(Stored data entries)
^^^^
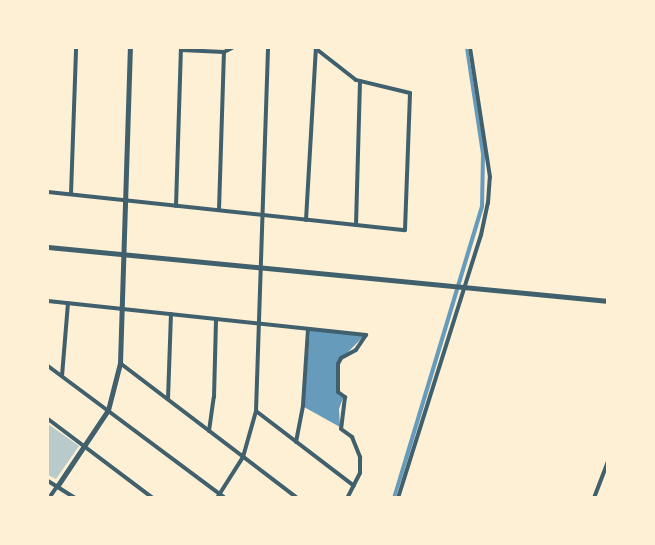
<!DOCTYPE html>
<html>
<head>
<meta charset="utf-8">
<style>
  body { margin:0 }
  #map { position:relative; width:655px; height:545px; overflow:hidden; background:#fdf0d5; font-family:"Playfair Display",serif }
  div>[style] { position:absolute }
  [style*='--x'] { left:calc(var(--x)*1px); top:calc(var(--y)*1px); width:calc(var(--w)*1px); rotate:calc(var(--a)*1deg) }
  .green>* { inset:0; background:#b9caca }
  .water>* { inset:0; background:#669bbc }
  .minor>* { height:4px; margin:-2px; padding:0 2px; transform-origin:2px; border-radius:2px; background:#3f606c }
  .tertiary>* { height:5px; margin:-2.5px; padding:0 2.5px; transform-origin:2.5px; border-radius:2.5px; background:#3f606c }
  span { translate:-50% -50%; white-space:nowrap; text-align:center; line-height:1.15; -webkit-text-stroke:5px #fdf0d5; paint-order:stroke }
  .frame { position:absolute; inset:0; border:49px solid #fdf0d5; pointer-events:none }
</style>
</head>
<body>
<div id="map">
  <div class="green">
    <div style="clip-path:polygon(48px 424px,79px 446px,56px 479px,48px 475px)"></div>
  </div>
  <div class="water">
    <div style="clip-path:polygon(465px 48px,468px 48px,485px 154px,484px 207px,409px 456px,396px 497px,392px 498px,480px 206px,481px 154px)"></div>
    <div style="clip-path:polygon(310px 330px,364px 336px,336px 364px,336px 392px,343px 398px,339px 409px,340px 427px,304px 407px)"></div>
  </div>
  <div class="minor">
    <div style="--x:181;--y:50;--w:43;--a:2.7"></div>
    <div style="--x:224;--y:52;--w:9;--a:-27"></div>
    <div style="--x:48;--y:192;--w:359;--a:6.1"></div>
    <div style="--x:405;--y:230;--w:137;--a:-87.9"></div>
    <div style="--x:410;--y:93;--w:56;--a:-166.5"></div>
    <div style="--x:356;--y:80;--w:52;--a:-142"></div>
    <div style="--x:71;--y:194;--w:146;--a:-88"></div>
    <div style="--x:176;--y:206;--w:158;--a:-88.2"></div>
    <div style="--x:219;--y:210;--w:158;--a:-88.2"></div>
    <div style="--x:306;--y:220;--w:172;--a:-86.7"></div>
    <div style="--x:356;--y:225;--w:144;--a:-88.4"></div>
    <div style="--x:48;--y:301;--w:320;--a:6.1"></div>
    <div style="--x:366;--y:335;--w:18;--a:124"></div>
    <div style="--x:356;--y:350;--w:17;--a:152"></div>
    <div style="--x:341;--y:358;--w:7;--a:117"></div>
    <div style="--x:338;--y:364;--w:28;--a:90"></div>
    <div style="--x:338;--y:392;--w:9;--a:36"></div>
    <div style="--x:345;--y:397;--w:32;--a:97"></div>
    <div style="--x:341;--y:429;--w:14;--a:36"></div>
    <div style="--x:352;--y:437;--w:22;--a:68"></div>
    <div style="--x:360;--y:457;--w:16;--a:90"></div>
    <div style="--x:360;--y:473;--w:28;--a:117"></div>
    <div style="--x:120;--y:363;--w:223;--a:37.3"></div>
    <div style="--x:48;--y:366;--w:221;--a:36.7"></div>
    <div style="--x:62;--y:376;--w:73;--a:-85.3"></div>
    <div style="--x:168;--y:399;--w:85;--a:-88"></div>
    <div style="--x:256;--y:411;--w:123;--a:37.4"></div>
    <div style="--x:48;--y:419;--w:131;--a:37"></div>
    <div style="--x:209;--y:431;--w:34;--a:-82"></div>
    <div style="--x:214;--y:397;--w:78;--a:-88.5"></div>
    <div style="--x:296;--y:442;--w:38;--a:-79"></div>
    <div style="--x:303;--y:405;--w:76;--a:-86.2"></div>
    <div style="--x:48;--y:481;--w:32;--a:32"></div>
    <div style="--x:49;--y:498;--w:16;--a:-55"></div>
    <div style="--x:217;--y:498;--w:49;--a:-57.6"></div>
    <div style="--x:243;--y:457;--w:48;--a:-74.2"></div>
    <div style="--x:256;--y:411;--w:363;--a:-88.1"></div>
    <div style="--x:398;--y:498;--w:276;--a:-72.5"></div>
    <div style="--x:481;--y:235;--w:33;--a:-78"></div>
    <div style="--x:488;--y:203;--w:26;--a:-86"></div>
    <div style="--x:490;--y:177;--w:131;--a:-98.8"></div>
    <div style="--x:594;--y:498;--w:39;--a:-69"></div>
  </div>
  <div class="tertiary">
    <div style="--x:48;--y:247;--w:563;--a:5.51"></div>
    <div style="--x:58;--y:485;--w:90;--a:-56.3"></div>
    <div style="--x:108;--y:410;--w:49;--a:-75.7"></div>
    <div style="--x:120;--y:363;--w:315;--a:-88.2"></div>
  </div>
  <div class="frame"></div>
</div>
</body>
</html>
^^^^
## [Task directions]
Across the entries, how many lines contain "width"? Reply with the number only.

## [Result of this task]
2